Nvidia stock was dropping Monday as the company prepares for a new challenge in the artificial-intelligence chip sector from China's Huawei Technologies.
Nvidia shares were down 2% on Monday, while the S&P 500 rose 0.2%. The stock rose 4.3% in Friday's session.
Huawei has approached some Chinese tech companies about testing a new chip, called the Ascend 910D, which it hopes will be more powerful than Nvidia's H100, The Wall Street Journal reported, citing people familiar with the matter. Nvidia's H100 was released in 2022 and has since been superseded by later generations of its Hopper chips and its new Blackwell AI semiconductors.
Nvidia is prohibited from selling its most powerful AI chips to Chinese companies. Huawei is already poised to ship more than 800,000 of its Ascend 910B and 910C chips to customers including state-owned telecommunications carriers and private AI developers, such as TikTok's parent ByteDance, according to the Journal.
Nvidia's market in China was already set to shrink after the Trump administration said it would impose license requirements on future sales of its H20 AI accelerators, which were specifically designed to comply with U.S. sanctions on Chinese AI exports. In fiscal 2025, 13% of Nvidia's sales were from billing addresses in China, down from 26% in fiscal 2022.
Outside of China, the challenge from Huawei could be limited as it continues to lag behind Nvidia's latest technology.

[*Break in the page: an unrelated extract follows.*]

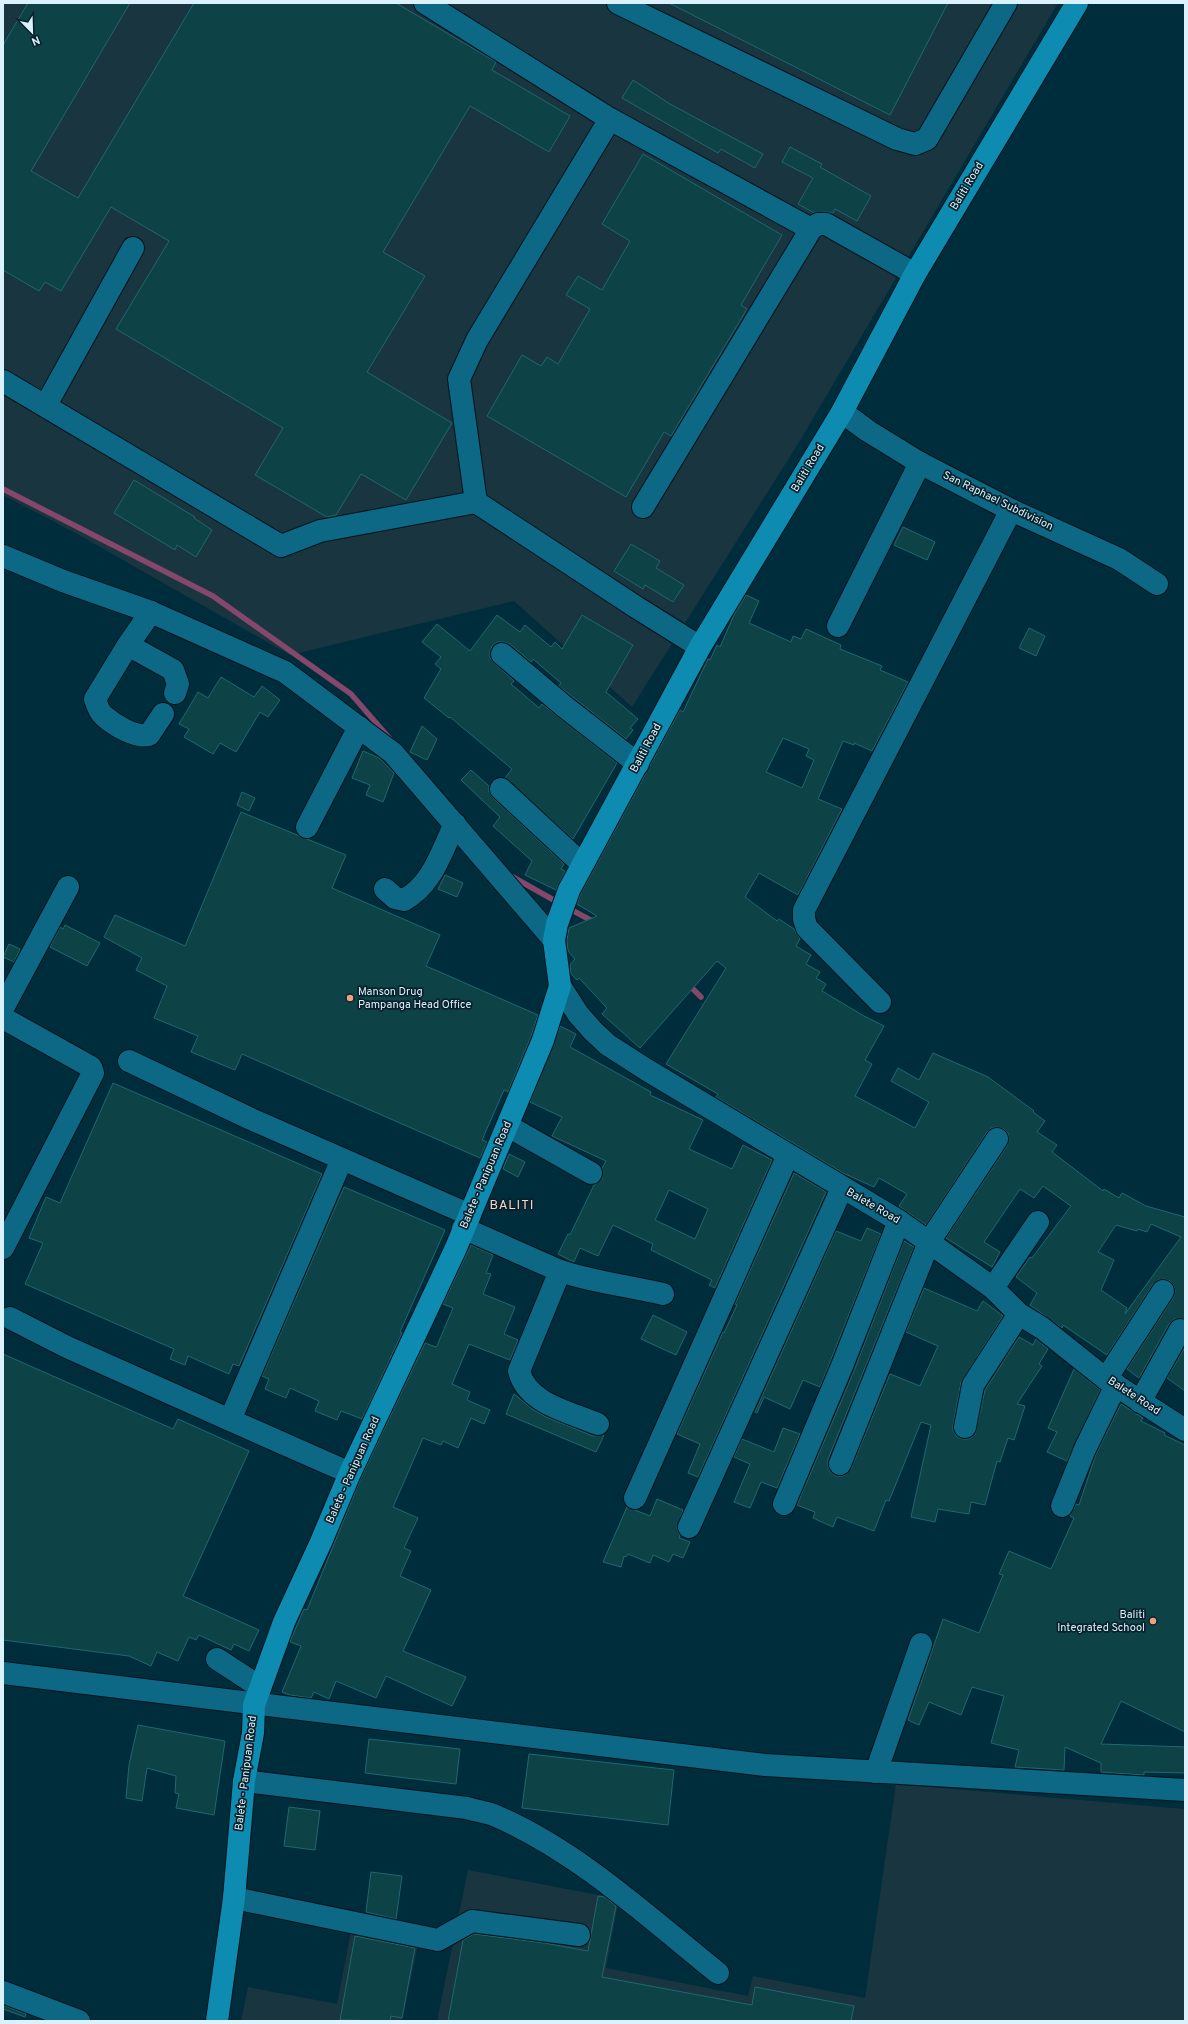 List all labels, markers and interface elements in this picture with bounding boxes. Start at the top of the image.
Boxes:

"The only real threat that I see to Nvidia here is in China where the state's control over the private sector may ensure a switch away from Nvidia's CUDA [software] with developers learning how to use Huawei's development platforms instead," wrote Richard Windsor, an independent analyst who publishes Radio Free Mobile.
One potential piece of good news for Nvidia is that one of its largest U.S. customers, Elon Musk's xAI, is seeking to raise $20 billion in funding, according to Bloomberg, which cited people familiar with the matter. The AI start-up didn't immediately respond to a request for comment early Monday.
Plenty of that money could be spent on Nvidia's hardware if the reported funding takes place, as xAI has invested in hundreds of thousands of the company's chips to run its AI data centers.
Nvidia also said Monday that the first of software-and-cloud computing company Oracle's liquid-cooled GB200 NVL72 racks, which stitch together dozens of Nvidia's chips, were ready for use by customers.